David Lapham earned quite a following with his Stray Bullets series, which I have on my shelf but haven't read just yet. To be frank I havenít read anything by Lapham, but his reputation makes me more than curious about Young Liars.
The title of this story is very appropriate: "At a thousand miles an hour." Lapham takes his readers by their hair and drags them from one strange scene to the next. One minute some ragged guitars from a underground punk band blasts into our ears, while the audience is snorting coke or seeking a clean workspace between a strange girl's legs. With my ears still ringing I'm then dragged outside to some shady alley, where a gorgeous girl is kicking the crap out of some gorilla of a man. Although he is twice her size, he ain't no match for her. Sadie Dawkins got a bullet stuck in her head that will kill her someday, but not today. The bullet makes her somewhat of an unstable person, to put it mildly. Her reactions and emotions are somewhat unpredictable.
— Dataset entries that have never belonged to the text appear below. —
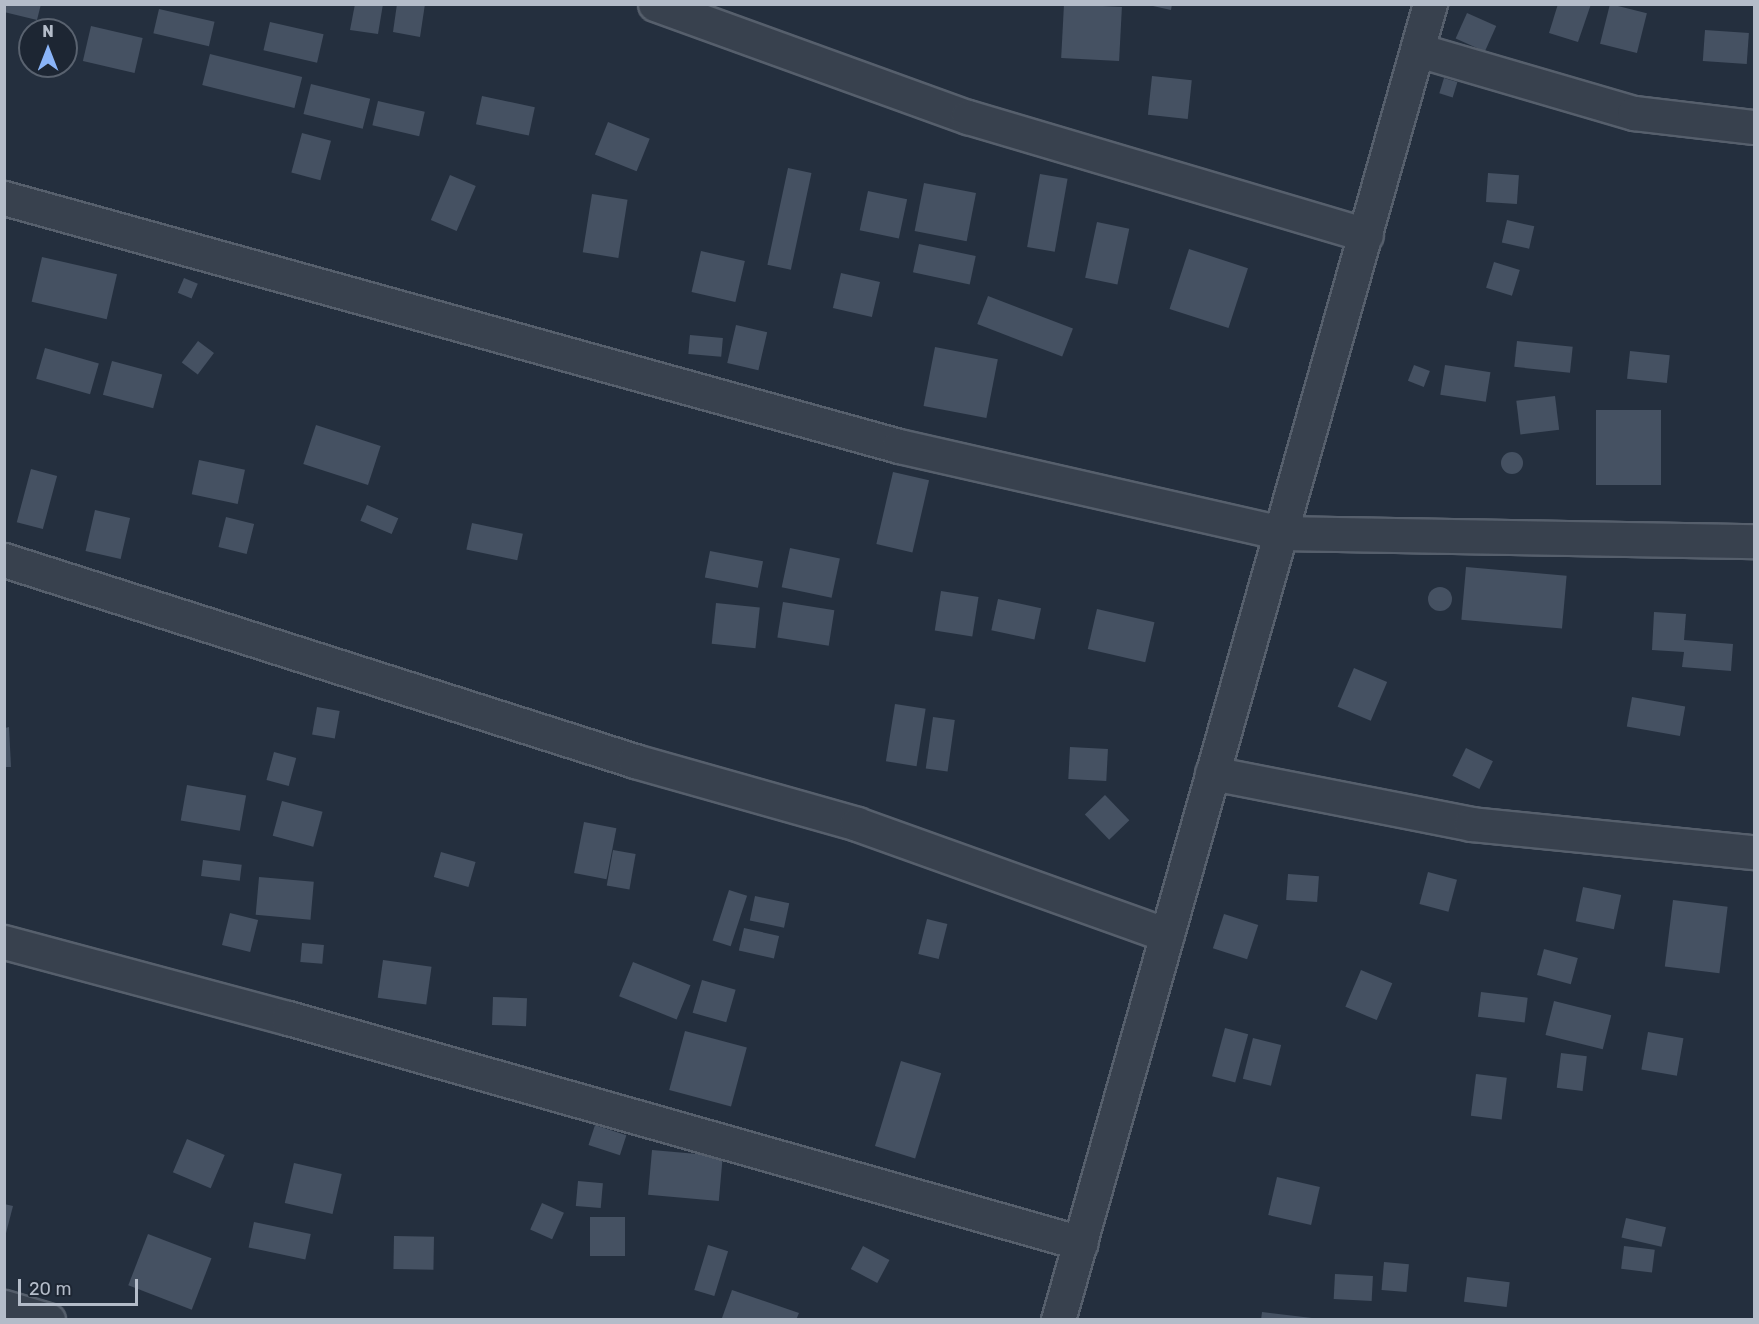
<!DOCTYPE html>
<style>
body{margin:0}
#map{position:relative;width:1759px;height:1324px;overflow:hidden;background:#242f3e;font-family:Rubik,sans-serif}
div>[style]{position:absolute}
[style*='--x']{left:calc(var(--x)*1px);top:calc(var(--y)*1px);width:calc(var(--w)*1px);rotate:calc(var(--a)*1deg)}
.building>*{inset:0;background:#455162;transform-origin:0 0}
.round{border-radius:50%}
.roads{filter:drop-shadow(2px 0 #565f6c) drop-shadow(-2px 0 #565f6c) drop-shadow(0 2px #565f6c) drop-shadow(0 -2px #565f6c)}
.minor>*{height:33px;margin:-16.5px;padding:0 16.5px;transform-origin:16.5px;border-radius:16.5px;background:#38414e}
.tertiary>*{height:33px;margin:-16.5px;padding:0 16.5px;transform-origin:16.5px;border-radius:16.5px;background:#38414e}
span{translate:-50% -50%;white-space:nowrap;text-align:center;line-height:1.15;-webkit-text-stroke:4.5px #1d2633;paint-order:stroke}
.frame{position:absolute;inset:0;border:6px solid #b4bcc9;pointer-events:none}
.north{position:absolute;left:18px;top:18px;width:60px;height:60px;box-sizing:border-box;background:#1d2633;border:2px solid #59626f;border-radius:50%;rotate:0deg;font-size:16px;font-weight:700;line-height:24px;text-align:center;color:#b4bcc9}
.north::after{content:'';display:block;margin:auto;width:21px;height:27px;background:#8ab4f8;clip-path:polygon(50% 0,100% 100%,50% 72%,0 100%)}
.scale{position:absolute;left:18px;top:1279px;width:120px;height:27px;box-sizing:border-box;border:3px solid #b4bcc9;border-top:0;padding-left:8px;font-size:18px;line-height:21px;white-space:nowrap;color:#b4bcc9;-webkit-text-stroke:4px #1d2633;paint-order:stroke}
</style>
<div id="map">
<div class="building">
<div style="clip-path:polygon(4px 4px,41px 4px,37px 20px,4px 12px)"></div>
<div style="clip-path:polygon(355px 4px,383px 4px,378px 34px,350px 30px)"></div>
<div style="clip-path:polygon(397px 4px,425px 4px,420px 37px,393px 32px)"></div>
<div style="left:1064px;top:4px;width:58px;height:54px;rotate:3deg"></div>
<div style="clip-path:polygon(1144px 4px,1172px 4px,1171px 10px)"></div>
<div style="clip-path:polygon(1558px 4px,1591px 4px,1578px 42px,1549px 33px)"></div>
<div style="left:1610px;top:4px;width:38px;height:41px;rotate:14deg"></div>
<div style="left:159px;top:9px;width:57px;height:25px;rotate:13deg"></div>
<div style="left:1467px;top:13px;width:32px;height:28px;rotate:24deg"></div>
<div style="left:270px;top:22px;width:55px;height:29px;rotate:13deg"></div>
<div style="left:91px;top:26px;width:53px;height:36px;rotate:13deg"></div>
<div style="left:1705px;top:30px;width:44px;height:31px;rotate:4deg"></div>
<div style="left:210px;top:54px;width:95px;height:32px;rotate:14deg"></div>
<div style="left:1152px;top:76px;width:40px;height:39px;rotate:6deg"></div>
<div style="left:1444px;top:78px;width:14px;height:16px;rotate:17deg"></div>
<div style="left:311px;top:84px;width:61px;height:31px;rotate:14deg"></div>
<div style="left:482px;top:96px;width:54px;height:29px;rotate:12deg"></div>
<div style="left:378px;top:101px;width:48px;height:25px;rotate:13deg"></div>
<div style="left:608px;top:122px;width:45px;height:35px;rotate:22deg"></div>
<div style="left:302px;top:133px;width:30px;height:41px;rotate:15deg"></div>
<div style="left:788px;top:168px;width:24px;height:99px;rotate:12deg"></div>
<div style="left:1488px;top:173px;width:31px;height:29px;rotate:4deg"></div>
<div style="left:1040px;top:174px;width:28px;height:74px;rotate:10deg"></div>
<div style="left:450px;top:175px;width:28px;height:49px;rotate:23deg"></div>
<div style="left:924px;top:183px;width:53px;height:49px;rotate:11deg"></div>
<div style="left:868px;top:191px;width:40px;height:40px;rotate:12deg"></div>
<div style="left:592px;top:194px;width:36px;height:59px;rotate:9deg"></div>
<div style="left:1507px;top:220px;width:28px;height:23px;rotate:13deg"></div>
<div style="left:1097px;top:222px;width:33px;height:57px;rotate:12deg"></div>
<div style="left:919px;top:244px;width:58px;height:29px;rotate:12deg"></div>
<div style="left:1189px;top:249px;width:62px;height:63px;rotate:18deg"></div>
<div style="left:701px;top:251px;width:45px;height:42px;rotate:13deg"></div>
<div style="left:42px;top:257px;width:77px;height:46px;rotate:13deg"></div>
<div style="left:1494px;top:262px;width:27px;height:27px;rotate:17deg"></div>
<div style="left:841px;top:273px;width:40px;height:36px;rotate:13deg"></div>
<div style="left:184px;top:278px;width:15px;height:16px;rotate:23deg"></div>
<div style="left:988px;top:296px;width:91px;height:30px;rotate:21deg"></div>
<div style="left:736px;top:325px;width:32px;height:39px;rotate:13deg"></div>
<div style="left:690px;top:335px;width:33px;height:19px;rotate:5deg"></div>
<div style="left:198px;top:341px;width:20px;height:27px;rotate:37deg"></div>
<div style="left:1517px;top:341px;width:56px;height:26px;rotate:6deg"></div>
<div style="left:935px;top:347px;width:64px;height:60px;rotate:11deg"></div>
<div style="left:45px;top:348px;width:56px;height:32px;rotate:16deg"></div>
<div style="left:1630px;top:351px;width:40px;height:28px;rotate:6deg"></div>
<div style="left:112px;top:361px;width:52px;height:35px;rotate:15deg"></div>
<div style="left:1414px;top:365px;width:17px;height:17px;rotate:21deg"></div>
<div style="left:1445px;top:365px;width:46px;height:30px;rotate:9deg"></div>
<div style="left:1555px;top:396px;width:34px;height:39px;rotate:83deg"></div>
<div style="left:1596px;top:410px;width:65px;height:75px"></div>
<div style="left:316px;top:425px;width:68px;height:41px;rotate:18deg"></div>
<div class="round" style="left:1501px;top:452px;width:22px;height:22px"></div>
<div style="left:199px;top:460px;width:47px;height:35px;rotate:12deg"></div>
<div style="left:31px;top:469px;width:27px;height:55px;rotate:15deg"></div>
<div style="left:893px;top:472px;width:37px;height:74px;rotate:13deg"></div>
<div style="left:367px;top:505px;width:34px;height:17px;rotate:23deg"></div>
<div style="left:95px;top:510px;width:36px;height:42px;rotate:13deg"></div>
<div style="left:226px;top:517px;width:29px;height:31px;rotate:14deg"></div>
<div style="left:472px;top:523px;width:52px;height:27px;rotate:12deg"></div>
<div style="left:790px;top:548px;width:51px;height:40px;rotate:12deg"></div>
<div style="left:710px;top:551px;width:54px;height:27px;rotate:11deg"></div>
<div style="left:1466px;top:567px;width:101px;height:53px;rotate:5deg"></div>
<div class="round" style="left:1428px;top:587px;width:24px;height:24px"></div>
<div style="left:941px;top:591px;width:38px;height:40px;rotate:9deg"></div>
<div style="left:998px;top:599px;width:44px;height:32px;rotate:12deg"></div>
<div style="left:783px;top:602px;width:52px;height:36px;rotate:9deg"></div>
<div style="left:716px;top:603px;width:44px;height:41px;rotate:6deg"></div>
<div style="left:1097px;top:609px;width:59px;height:41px;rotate:13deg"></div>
<div style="clip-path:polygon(1654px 612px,1686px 614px,1684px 640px,1733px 644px,1731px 671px,1682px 667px,1684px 652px,1652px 650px)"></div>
<div style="left:1354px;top:668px;width:36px;height:42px;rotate:23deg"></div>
<div style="left:1632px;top:697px;width:54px;height:30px;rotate:10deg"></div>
<div style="left:895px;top:704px;width:31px;height:58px;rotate:9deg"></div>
<div style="left:317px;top:707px;width:23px;height:28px;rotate:10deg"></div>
<div style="left:933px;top:717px;width:22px;height:52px;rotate:8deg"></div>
<div style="clip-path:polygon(9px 727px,11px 767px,5px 767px,5px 728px)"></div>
<div style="left:1070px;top:747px;width:38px;height:32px;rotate:3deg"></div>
<div style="left:1466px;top:748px;width:30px;height:31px;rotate:26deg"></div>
<div style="left:274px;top:752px;width:23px;height:29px;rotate:15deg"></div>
<div style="left:187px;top:785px;width:60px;height:36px;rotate:10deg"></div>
<div style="left:1105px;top:795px;width:35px;height:28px;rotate:46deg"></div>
<div style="left:282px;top:801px;width:42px;height:36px;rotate:15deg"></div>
<div style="left:584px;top:822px;width:33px;height:52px;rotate:11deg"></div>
<div style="left:613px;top:850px;width:23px;height:36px;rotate:10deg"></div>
<div style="left:441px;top:852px;width:36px;height:26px;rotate:16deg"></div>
<div style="left:203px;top:860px;width:39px;height:16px;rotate:7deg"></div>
<div style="left:1428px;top:872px;width:30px;height:33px;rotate:15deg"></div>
<div style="left:1288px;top:874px;width:31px;height:26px;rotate:4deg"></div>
<div style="left:259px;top:877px;width:55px;height:38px;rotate:5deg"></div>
<div style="left:1583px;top:887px;width:39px;height:35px;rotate:12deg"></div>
<div style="left:729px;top:890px;width:19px;height:53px;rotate:18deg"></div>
<div style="left:755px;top:896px;width:35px;height:25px;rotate:12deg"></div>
<div style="left:1673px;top:900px;width:55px;height:67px;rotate:7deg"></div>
<div style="left:230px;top:913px;width:29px;height:33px;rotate:14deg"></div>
<div style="left:1224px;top:914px;width:36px;height:36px;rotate:18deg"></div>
<div style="left:927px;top:919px;width:21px;height:36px;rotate:14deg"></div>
<div style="left:744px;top:928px;width:36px;height:23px;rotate:13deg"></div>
<div style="left:302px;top:943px;width:22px;height:19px;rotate:5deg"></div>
<div style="left:1544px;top:949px;width:35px;height:27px;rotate:15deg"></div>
<div style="left:383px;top:960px;width:49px;height:38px;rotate:8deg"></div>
<div style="left:633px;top:962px;width:62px;height:37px;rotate:22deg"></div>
<div style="left:1361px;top:970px;width:34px;height:40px;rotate:23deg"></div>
<div style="left:702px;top:980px;width:35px;height:34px;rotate:16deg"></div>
<div style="left:1481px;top:992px;width:47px;height:25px;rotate:7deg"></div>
<div style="left:493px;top:997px;width:34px;height:28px;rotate:2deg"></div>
<div style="left:1554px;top:1001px;width:59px;height:35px;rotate:14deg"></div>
<div style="left:1225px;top:1028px;width:24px;height:50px;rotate:15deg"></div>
<div style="left:685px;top:1031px;width:64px;height:61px;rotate:15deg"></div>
<div style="left:1648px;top:1032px;width:36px;height:38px;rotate:10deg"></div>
<div style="left:1253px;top:1038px;width:29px;height:42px;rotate:14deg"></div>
<div style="left:1561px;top:1053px;width:26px;height:35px;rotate:7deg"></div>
<div style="left:901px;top:1061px;width:42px;height:89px;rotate:17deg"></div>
<div style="left:1476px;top:1074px;width:31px;height:42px;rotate:7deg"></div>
<div style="left:595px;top:1125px;width:33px;height:21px;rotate:18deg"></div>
<div style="left:187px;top:1139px;width:41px;height:36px;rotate:23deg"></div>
<div style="left:652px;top:1150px;width:71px;height:45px;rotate:5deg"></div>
<div style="left:294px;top:1163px;width:49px;height:41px;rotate:13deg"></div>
<div style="left:1277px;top:1177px;width:44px;height:39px;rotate:13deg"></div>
<div style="left:578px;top:1181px;width:25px;height:25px;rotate:5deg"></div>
<div style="left:542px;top:1203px;width:24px;height:29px;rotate:24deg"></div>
<div style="clip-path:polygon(4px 1204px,13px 1206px,5px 1237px,4px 1237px)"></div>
<div style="left:590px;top:1217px;width:35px;height:39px"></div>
<div style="left:1626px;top:1218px;width:41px;height:20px;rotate:13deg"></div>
<div style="left:254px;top:1222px;width:58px;height:26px;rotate:12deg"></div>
<div style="left:148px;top:1234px;width:68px;height:55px;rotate:21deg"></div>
<div style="left:394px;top:1236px;width:40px;height:33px;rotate:1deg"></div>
<div style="left:708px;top:1245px;width:21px;height:47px;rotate:17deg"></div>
<div style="left:863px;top:1246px;width:30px;height:26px;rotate:28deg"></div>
<div style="left:1624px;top:1246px;width:31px;height:23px;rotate:7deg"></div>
<div style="left:1384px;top:1262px;width:25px;height:28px;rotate:5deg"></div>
<div style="left:1335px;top:1274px;width:38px;height:25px;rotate:3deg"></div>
<div style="left:1467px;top:1277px;width:43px;height:25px;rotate:7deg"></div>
<div style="clip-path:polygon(732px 1290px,799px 1313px,796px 1320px,722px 1318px)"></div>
<div style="clip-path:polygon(1262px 1312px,1312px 1318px,1312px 1320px,1261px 1320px)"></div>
</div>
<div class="roads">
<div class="minor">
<div style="--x:655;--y:4;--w:333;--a:19.9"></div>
<div style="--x:968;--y:117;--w:415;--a:16.5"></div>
<div style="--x:1418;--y:50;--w:225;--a:16.3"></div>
<div style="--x:1634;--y:113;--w:121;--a:6.7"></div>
<div style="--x:4;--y:198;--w:929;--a:15.49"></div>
<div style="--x:899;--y:446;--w:392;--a:12.8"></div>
<div style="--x:1281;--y:533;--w:473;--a:1"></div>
<div style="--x:4;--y:560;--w:662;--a:17.67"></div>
<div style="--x:635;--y:761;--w:231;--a:15.8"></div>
<div style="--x:857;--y:824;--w:329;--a:19.7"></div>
<div style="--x:1212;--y:773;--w:264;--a:11.1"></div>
<div style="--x:1471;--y:824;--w:284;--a:5.7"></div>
<div style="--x:4;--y:942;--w:294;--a:15"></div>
<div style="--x:288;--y:1018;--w:824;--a:15.84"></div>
<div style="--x:4;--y:1307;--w:46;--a:16.5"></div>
</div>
<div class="tertiary">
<div style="--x:1058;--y:1320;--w:1368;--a:-74.22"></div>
</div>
</div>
<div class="frame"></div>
<div class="north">N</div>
<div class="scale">20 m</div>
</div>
Lapham uses a thousand miles an hour pace to introduce his main characters: a bunch of freaks, a teen model reduced to skin and bones, a drag queen, a musician who sold his guitar. Lapham isn't interested in our reading comfort here. He slams all these eccentric characters right in our face and then races us to the next disturbing scene.
There is no real structure in this story because it shifts too fast from scene to scene and from panel to panel. Without any strong story structure it's hard to pinpoint where this all is going to lead. Where will this story be in five issues? I have no clue, but reading about offbeat subcultures is always interesting. Reading this comic is like opening up Pandora's box or listening to a punk concert where you can't hear what they are singing about.
Lapham plays some pounding beats with some ragging chords, and it sounds hard and loud, but I hope that after a few issues these chords will make a great song.